Answering a question on the free trade agreement between Australia and the US, the SEP candidate warned that the shift to regional trading blocs was reminiscent of the fracturing of international economic relations in the 1930s, and was sowing the seeds for wars between the major imperialist powers. The party’s opposition to the deal had nothing in common with the positions of the Greens, Democrats and Socialist Alliance, all of whom rejected the agreement because it was not in Australia’s “national interest”. The increasing integration of the global capitalist economy was an objective process that could not be opposed on the reactionary basis of a return to an insular, nationally regulated Australian economy, Cogan insisted.

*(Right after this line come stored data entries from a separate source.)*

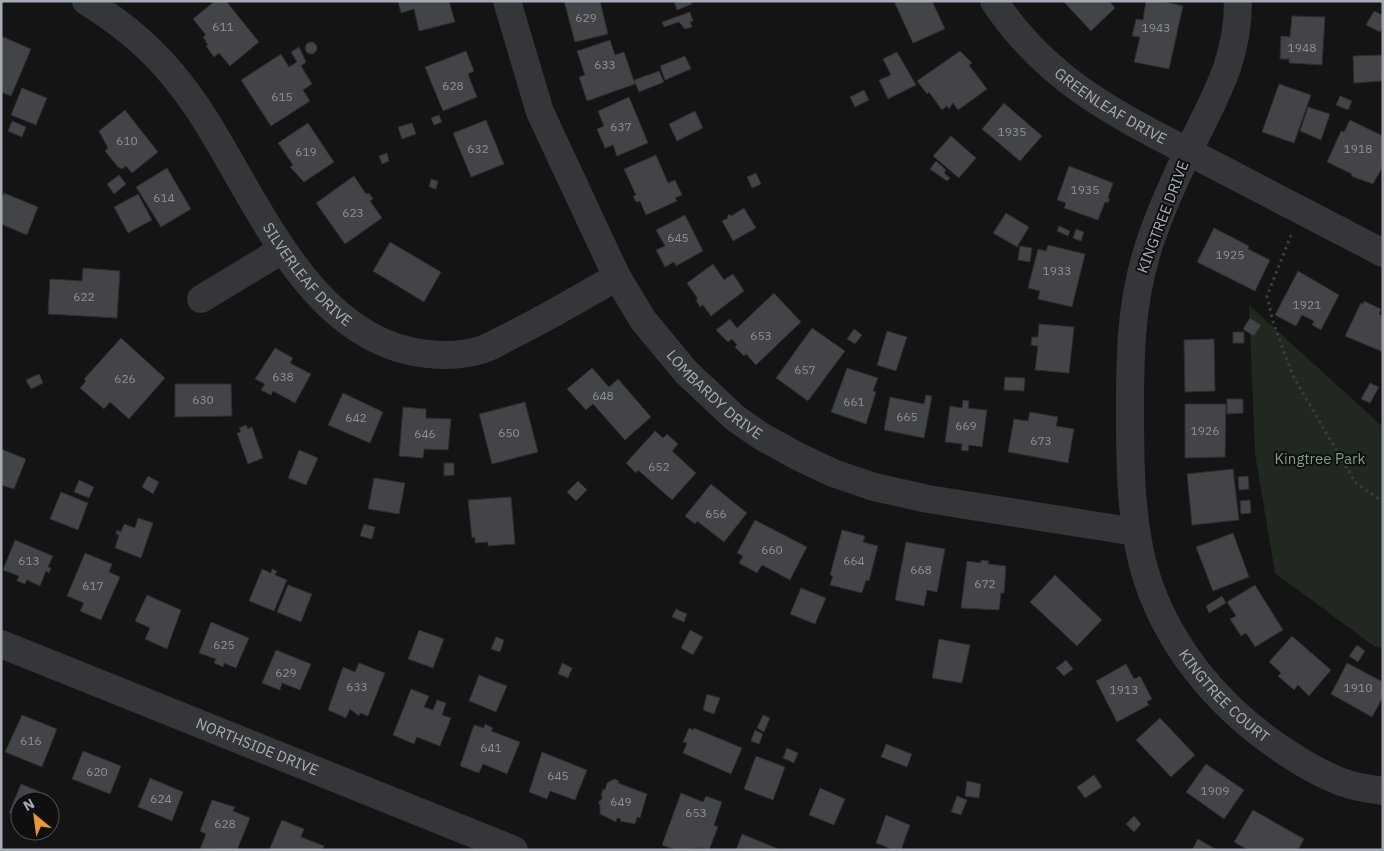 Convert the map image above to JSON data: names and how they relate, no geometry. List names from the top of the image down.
{
  "streets": {
    "street": [
      "GREENLEAF DRIVE",
      "KINGTREE DRIVE",
      "SILVERLEAF DRIVE",
      "LOMBARDY DRIVE",
      "KINGTREE COURT",
      "NORTHSIDE DRIVE"
    ]
  },
  "crossings": [
    ["GREENLEAF DRIVE", "KINGTREE DRIVE"],
    ["KINGTREE DRIVE", "LOMBARDY DRIVE"],
    ["KINGTREE DRIVE", "KINGTREE COURT"],
    ["SILVERLEAF DRIVE", "LOMBARDY DRIVE"],
    ["LOMBARDY DRIVE", "KINGTREE COURT"]
  ],
  "parks": ["Kingtree Park"],
  "house_numbers": [
    "629",
    "611",
    "1943",
    "1948",
    "633",
    "628",
    "615",
    "637",
    "1935",
    "610",
    "632",
    "1918",
    "619",
    "1935",
    "614",
    "623",
    "645",
    "1925",
    "1933",
    "622",
    "1921",
    "653",
    "657",
    "638",
    "626",
    "648",
    "630",
    "661",
    "665",
    "642",
    "669",
    "1926",
    "650",
    "646",
    "673",
    "652",
    "656",
    "660",
    "613",
    "664",
    "668",
    "672",
    "617",
    "625",
    "629",
    "633",
    "1910",
    "1913",
    "616",
    "641",
    "620",
    "645",
    "1909",
    "624",
    "649",
    "653",
    "628"
  ],
  "north": "top left"
} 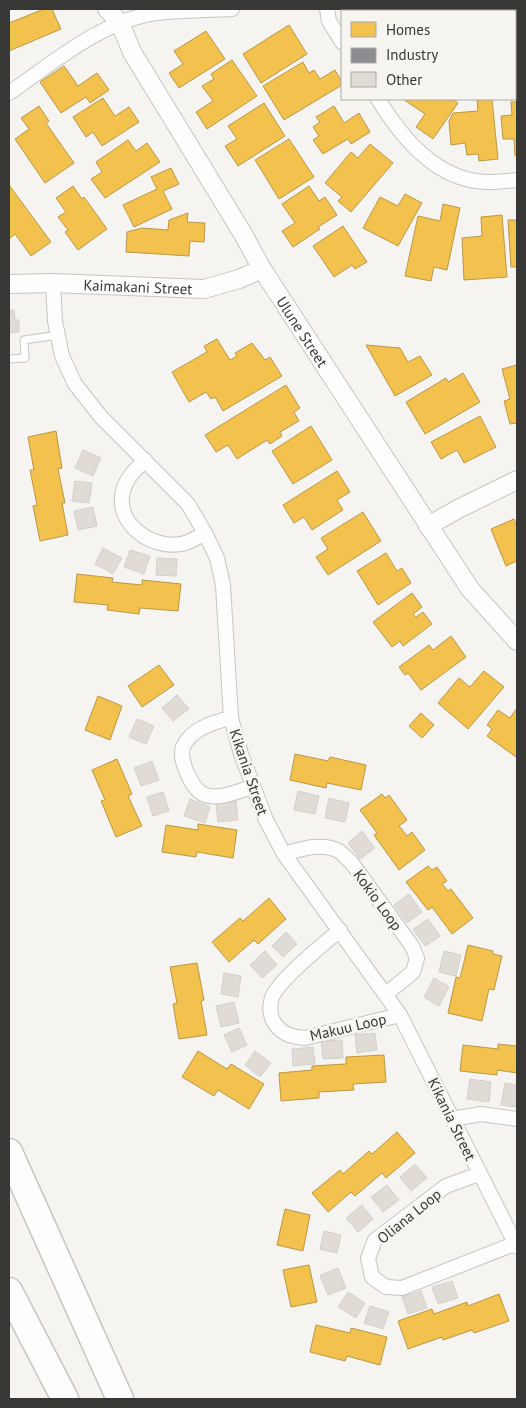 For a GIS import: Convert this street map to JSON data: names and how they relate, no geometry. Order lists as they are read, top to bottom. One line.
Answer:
{"streets":{"street":["Kaimakani Street","Ulune Street","Kikania Street","Kokio Loop","Makuu Loop","Oliana Loop"]},"crossings":[["Kaimakani Street","Ulune Street"],["Kaimakani Street","Kikania Street"],["Kikania Street","Kokio Loop"],["Kikania Street","Makuu Loop"],["Kikania Street","Oliana Loop"]],"legend":["Homes","Industry","Other"]} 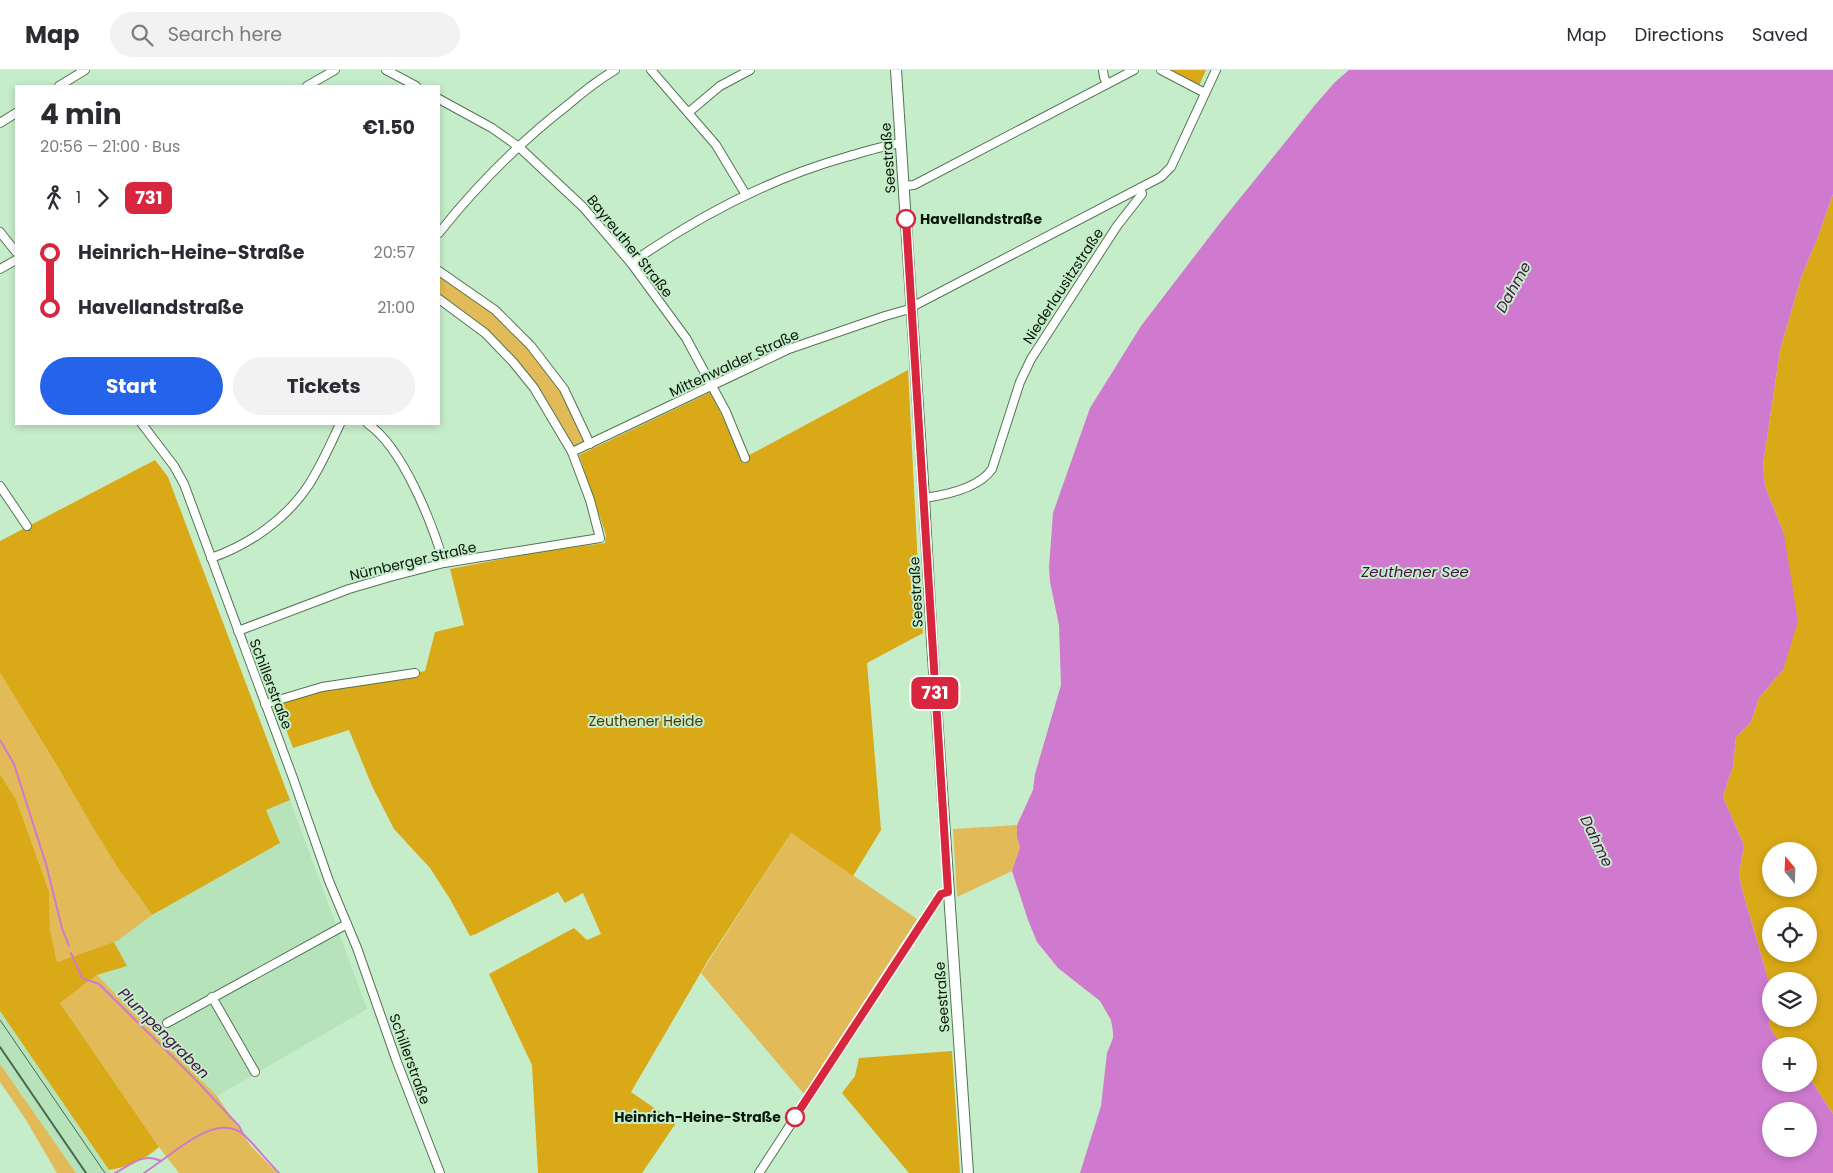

Cogan was also given the opportunity to outline the SEP’s policy on the distribution of preferences. Under Australian electoral law, in order to cast a valid vote, voters must rank each candidate in order of preference. Cogan explained that the SEP was not advocating specific preferences for any other candidates. He stressed that the party rejected the position of the Greens, Democrats and Socialist Alliance that Labor was the “lesser evil” for the working class.

A number of audience members approached the SEP candidate following the meetings and expressed their agreement with many of the issues raised and gratitude for the seriousness of the party’s approach. Several purchased copies of the SEP’s 24-page election statement.

James Cogan, along with the SEP’s other candidates in New South Wales—Nick Beams and Terry Cook for the NSW Senate, and Mike Head in the western seat of Werriwa—will be speaking at the SEP’s election meeting this Sunday, October 3. To be held at the Ingleburn Community Centre, on the corner of Oxford and Cumberland Roads, Ingleburn, the meeting begins at 2.30 p.m. Readers of the World Socialist Web Site are warmly invited to attend.